Give again the entries below exactly, beginning at the first line and ending at the line with "font-size:26px; color:#8c3b22; letter-spacing:2px".

──────── Excerpted data

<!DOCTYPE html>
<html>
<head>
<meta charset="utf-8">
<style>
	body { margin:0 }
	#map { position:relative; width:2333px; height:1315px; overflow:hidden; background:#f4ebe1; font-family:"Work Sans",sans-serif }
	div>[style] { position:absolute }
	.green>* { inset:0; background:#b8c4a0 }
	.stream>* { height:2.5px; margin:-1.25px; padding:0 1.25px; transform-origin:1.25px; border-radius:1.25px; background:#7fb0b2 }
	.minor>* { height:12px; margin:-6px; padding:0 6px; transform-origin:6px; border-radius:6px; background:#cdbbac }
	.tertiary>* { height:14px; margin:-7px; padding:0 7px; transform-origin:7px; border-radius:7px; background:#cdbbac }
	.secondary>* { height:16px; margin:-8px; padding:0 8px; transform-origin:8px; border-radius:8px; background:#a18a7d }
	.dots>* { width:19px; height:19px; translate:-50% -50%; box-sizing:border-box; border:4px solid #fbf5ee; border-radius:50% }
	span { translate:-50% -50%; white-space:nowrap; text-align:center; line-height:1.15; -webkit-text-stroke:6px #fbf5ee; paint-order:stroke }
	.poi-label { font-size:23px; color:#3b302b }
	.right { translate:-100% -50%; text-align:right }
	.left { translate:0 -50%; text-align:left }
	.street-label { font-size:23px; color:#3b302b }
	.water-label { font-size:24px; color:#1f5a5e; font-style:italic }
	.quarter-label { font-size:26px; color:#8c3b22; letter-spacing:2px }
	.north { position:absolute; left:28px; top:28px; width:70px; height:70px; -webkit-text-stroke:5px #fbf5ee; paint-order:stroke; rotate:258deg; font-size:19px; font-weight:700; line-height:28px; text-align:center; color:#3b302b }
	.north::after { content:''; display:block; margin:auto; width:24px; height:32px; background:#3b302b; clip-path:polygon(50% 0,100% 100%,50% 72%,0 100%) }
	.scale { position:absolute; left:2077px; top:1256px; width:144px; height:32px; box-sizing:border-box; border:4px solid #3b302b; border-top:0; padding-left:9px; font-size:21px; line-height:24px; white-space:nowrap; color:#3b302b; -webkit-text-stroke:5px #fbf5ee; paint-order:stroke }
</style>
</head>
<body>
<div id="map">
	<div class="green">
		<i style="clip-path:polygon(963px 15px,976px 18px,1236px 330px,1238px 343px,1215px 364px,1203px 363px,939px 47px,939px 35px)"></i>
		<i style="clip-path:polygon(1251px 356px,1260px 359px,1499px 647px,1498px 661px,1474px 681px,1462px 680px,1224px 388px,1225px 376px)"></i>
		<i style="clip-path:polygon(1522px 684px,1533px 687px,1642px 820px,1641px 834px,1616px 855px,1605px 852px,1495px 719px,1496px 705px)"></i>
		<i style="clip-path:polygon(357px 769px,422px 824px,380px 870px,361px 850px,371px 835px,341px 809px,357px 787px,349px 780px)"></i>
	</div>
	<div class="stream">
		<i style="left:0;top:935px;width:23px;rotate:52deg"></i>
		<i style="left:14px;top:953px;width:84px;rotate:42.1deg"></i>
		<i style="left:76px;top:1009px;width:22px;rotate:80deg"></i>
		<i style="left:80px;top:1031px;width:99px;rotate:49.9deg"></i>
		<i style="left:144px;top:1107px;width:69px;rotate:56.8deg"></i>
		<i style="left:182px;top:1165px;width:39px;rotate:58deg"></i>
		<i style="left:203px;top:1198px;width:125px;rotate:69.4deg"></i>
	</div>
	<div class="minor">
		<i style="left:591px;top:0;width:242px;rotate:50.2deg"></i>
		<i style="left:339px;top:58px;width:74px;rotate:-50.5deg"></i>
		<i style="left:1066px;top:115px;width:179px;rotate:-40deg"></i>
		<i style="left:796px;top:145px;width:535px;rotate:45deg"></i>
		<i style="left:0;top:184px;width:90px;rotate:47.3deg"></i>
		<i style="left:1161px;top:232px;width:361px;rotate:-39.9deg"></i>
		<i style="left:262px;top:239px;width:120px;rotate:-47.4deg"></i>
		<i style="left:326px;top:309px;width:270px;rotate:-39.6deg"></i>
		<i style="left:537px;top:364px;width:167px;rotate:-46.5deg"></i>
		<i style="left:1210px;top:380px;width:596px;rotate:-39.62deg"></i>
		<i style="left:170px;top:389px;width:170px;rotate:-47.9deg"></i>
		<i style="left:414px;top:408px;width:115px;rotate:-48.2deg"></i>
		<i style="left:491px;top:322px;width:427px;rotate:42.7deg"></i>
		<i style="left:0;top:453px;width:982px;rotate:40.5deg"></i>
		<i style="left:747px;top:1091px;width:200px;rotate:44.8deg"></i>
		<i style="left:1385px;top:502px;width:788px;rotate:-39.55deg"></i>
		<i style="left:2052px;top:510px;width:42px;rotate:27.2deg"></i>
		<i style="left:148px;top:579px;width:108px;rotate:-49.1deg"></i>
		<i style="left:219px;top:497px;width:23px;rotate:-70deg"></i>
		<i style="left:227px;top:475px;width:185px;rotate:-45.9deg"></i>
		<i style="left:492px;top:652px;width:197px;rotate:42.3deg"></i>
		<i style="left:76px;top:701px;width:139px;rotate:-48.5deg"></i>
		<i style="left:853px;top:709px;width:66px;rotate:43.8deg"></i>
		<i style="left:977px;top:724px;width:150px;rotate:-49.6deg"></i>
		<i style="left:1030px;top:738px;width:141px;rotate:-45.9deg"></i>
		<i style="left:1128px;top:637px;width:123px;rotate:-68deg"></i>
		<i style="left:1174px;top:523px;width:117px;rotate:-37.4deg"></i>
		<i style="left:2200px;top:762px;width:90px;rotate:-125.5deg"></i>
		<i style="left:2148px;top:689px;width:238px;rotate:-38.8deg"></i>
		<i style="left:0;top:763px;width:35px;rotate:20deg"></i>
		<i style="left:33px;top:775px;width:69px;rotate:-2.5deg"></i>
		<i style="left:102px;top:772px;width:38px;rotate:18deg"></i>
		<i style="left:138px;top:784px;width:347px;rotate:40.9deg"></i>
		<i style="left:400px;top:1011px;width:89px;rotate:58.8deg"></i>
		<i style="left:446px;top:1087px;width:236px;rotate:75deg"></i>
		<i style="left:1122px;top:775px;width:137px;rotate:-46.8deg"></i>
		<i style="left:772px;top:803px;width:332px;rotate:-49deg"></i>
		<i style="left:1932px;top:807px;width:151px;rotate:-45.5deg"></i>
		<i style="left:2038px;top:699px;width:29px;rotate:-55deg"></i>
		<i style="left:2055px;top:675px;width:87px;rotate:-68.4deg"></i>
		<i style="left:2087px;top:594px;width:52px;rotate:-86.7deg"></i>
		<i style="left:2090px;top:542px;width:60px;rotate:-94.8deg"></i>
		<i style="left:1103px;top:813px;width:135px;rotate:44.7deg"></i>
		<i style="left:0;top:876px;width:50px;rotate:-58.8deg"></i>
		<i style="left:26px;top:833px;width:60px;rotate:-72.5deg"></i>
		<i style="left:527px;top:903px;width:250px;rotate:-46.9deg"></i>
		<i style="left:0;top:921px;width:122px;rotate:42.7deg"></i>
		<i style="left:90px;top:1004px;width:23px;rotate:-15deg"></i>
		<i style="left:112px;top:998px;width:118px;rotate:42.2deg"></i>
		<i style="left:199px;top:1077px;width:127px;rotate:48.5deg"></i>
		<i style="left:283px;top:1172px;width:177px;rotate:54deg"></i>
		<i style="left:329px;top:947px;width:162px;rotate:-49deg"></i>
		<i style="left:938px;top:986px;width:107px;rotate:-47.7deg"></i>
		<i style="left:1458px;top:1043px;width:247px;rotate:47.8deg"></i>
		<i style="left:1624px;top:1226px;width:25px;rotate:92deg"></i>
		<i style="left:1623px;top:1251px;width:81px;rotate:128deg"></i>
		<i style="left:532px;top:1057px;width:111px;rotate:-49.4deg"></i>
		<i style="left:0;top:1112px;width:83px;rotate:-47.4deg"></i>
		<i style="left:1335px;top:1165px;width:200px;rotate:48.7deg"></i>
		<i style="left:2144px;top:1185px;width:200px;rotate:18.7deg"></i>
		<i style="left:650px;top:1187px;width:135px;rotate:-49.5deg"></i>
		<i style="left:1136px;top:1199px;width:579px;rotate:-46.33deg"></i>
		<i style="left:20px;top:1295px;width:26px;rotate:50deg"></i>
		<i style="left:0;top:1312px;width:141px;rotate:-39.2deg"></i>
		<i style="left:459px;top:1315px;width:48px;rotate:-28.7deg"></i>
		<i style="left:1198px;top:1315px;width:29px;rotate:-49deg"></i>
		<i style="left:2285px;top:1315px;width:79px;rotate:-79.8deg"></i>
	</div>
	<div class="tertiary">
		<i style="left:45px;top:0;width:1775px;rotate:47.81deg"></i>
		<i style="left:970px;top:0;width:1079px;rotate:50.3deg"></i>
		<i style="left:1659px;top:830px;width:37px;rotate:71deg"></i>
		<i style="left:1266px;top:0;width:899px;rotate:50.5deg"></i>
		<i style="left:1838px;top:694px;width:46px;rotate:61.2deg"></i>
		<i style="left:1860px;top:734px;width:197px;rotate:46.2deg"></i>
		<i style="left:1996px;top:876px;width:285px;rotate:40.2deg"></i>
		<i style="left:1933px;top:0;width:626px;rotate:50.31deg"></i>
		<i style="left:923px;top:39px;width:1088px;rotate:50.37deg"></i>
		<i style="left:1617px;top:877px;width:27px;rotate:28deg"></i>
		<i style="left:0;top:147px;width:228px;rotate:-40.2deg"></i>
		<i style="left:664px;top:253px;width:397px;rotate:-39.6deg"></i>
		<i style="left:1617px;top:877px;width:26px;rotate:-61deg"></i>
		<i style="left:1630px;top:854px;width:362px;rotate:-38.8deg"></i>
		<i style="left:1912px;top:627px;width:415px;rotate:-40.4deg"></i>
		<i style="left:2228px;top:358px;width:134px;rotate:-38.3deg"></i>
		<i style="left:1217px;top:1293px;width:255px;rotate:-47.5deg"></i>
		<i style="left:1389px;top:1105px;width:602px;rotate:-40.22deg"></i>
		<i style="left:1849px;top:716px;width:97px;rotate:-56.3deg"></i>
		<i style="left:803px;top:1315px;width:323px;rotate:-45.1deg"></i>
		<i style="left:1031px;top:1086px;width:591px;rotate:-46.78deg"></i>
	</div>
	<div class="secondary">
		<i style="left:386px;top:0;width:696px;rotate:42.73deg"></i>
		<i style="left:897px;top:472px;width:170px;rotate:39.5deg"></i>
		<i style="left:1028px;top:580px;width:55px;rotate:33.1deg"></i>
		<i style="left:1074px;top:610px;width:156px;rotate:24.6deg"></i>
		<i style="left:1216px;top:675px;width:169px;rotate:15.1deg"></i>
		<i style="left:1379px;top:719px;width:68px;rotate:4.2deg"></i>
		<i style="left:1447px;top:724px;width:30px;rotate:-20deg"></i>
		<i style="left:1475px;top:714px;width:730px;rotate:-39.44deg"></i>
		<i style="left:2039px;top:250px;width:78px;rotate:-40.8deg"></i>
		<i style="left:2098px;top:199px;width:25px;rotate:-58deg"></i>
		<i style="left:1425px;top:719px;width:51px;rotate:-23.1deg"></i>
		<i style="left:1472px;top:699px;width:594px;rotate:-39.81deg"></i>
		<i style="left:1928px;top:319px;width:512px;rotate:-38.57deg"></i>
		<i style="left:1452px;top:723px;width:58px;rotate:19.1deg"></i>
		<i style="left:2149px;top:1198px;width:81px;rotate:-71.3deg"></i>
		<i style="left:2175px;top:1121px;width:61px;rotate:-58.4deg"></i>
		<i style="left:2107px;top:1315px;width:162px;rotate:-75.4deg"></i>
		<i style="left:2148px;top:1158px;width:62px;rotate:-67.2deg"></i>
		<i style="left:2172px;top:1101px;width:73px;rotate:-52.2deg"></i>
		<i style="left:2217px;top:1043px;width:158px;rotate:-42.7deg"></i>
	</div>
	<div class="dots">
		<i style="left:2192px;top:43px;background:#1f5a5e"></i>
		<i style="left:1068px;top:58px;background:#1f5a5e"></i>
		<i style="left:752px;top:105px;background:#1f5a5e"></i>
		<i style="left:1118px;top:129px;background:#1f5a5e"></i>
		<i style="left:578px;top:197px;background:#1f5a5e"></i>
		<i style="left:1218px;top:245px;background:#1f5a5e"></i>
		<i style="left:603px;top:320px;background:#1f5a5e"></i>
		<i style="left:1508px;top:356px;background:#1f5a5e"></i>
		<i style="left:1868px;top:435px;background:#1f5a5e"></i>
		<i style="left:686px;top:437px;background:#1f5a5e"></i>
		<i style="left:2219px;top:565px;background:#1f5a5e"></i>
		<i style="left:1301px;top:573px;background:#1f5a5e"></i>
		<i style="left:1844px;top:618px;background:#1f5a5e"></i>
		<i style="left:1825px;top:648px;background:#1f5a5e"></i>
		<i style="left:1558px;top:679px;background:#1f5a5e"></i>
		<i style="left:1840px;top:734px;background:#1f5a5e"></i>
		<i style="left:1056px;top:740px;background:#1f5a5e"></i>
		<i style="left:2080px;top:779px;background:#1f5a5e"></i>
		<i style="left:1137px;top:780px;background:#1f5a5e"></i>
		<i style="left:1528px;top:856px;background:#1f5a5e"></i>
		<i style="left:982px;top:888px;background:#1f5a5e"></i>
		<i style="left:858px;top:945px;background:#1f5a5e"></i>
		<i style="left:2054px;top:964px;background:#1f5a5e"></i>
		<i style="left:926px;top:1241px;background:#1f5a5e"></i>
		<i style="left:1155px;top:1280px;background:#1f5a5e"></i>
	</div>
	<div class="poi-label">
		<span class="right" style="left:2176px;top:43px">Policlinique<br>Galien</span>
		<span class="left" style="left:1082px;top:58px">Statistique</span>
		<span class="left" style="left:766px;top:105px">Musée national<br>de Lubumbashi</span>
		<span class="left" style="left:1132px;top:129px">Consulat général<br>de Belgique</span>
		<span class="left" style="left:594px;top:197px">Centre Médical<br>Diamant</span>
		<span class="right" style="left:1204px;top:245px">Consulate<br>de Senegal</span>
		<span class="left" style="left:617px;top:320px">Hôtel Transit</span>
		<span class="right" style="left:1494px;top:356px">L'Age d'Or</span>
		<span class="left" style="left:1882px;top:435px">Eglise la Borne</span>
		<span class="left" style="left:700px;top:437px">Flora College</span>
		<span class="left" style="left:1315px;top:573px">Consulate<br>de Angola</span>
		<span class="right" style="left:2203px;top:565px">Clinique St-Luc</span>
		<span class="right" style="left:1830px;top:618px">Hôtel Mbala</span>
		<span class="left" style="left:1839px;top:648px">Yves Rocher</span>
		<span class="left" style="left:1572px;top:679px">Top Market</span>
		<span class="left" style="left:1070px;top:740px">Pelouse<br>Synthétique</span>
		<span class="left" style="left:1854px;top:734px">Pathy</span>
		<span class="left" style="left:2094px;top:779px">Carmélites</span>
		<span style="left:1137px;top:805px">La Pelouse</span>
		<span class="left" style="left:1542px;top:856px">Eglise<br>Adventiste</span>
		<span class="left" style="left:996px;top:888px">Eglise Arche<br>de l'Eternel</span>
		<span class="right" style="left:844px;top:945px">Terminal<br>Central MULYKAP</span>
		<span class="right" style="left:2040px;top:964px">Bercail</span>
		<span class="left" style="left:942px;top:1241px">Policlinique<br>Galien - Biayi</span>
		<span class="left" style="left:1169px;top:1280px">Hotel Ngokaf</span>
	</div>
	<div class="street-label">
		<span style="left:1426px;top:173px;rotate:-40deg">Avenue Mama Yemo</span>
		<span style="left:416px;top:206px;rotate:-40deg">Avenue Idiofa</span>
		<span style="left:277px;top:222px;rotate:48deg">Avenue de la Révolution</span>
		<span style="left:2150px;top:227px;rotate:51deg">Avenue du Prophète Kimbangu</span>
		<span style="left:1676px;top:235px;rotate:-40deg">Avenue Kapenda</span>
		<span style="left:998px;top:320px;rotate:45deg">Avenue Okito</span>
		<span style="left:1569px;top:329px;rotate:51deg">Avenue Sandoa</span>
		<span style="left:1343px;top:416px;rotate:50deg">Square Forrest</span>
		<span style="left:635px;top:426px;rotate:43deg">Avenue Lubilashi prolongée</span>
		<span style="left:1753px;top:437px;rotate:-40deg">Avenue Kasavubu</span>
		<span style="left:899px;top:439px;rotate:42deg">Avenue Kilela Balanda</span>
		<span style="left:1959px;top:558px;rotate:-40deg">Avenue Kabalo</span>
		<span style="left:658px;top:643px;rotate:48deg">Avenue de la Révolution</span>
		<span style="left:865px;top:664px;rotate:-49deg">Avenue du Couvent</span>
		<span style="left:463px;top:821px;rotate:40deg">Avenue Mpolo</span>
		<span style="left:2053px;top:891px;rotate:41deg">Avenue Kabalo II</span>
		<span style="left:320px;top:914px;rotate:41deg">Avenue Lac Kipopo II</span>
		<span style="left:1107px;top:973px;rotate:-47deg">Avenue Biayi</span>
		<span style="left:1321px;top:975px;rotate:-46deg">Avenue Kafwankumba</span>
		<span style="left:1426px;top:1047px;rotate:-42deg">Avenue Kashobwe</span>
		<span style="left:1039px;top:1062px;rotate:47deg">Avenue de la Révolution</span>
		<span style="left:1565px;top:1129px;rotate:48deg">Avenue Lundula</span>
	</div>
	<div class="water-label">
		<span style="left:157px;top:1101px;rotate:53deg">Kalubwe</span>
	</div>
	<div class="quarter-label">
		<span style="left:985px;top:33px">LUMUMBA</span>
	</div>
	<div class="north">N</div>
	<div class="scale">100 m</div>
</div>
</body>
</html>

────────────────

**Written solution:**
<!DOCTYPE html>
<html>
<head>
<meta charset="utf-8">
<style>
	body { margin:0 }
	#map { position:relative; width:2333px; height:1315px; overflow:hidden; background:#f4ebe1; font-family:"Work Sans",sans-serif }
	div>[style] { position:absolute }
	.green>* { inset:0; background:#b8c4a0 }
	.stream>* { height:2.5px; margin:-1.25px; padding:0 1.25px; transform-origin:1.25px; border-radius:1.25px; background:#7fb0b2 }
	.minor>* { height:12px; margin:-6px; padding:0 6px; transform-origin:6px; border-radius:6px; background:#cdbbac }
	.tertiary>* { height:14px; margin:-7px; padding:0 7px; transform-origin:7px; border-radius:7px; background:#cdbbac }
	.secondary>* { height:16px; margin:-8px; padding:0 8px; transform-origin:8px; border-radius:8px; background:#a18a7d }
	.dots>* { width:19px; height:19px; translate:-50% -50%; box-sizing:border-box; border:4px solid #fbf5ee; border-radius:50% }
	span { translate:-50% -50%; white-space:nowrap; text-align:center; line-height:1.15; -webkit-text-stroke:6px #fbf5ee; paint-order:stroke }
	.poi-label { font-size:23px; color:#3b302b }
	.right { translate:-100% -50%; text-align:right }
	.left { translate:0 -50%; text-align:left }
	.street-label { font-size:23px; color:#3b302b }
	.water-label { font-size:24px; color:#1f5a5e; font-style:italic }
	.quarter-label { font-size:26px; color:#8c3b22; letter-spacing:2px }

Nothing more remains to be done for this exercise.